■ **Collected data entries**
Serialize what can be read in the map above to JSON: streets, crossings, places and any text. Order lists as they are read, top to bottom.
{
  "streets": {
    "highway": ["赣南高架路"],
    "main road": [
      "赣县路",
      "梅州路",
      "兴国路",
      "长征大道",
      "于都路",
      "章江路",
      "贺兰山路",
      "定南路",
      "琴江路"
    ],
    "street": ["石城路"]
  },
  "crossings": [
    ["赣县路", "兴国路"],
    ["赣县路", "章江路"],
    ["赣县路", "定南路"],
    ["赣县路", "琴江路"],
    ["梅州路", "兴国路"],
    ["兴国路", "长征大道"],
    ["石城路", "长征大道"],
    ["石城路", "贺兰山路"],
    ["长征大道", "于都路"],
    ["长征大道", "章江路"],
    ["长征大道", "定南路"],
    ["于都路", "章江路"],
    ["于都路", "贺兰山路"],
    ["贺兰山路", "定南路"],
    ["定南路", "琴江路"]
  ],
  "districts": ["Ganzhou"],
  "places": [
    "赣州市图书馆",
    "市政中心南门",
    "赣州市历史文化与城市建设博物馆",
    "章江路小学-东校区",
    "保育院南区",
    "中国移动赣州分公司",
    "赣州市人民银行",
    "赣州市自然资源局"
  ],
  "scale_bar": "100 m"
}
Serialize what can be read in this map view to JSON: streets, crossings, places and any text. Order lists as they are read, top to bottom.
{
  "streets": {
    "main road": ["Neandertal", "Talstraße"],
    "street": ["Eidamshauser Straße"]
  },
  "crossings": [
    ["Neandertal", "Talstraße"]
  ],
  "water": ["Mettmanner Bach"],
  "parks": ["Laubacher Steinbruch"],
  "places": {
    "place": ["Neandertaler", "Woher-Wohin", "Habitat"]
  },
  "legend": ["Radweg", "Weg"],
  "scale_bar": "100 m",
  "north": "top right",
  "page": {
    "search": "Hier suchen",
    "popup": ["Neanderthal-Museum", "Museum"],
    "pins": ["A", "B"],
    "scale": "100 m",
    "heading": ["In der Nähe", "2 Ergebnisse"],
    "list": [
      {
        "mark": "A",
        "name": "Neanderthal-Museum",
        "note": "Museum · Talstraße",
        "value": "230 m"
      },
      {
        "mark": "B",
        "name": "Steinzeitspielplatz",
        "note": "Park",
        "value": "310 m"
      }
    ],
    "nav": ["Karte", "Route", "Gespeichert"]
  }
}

■ **What is expected**
All lines that contain the word "text" must be copied from the records above.

■ **Response to this exercise**
Serialize what can be read in the map above to JSON: streets, crossings, places and any text. Order lists as they are read, top to bottom.
Serialize what can be read in this map view to JSON: streets, crossings, places and any text. Order lists as they are read, top to bottom.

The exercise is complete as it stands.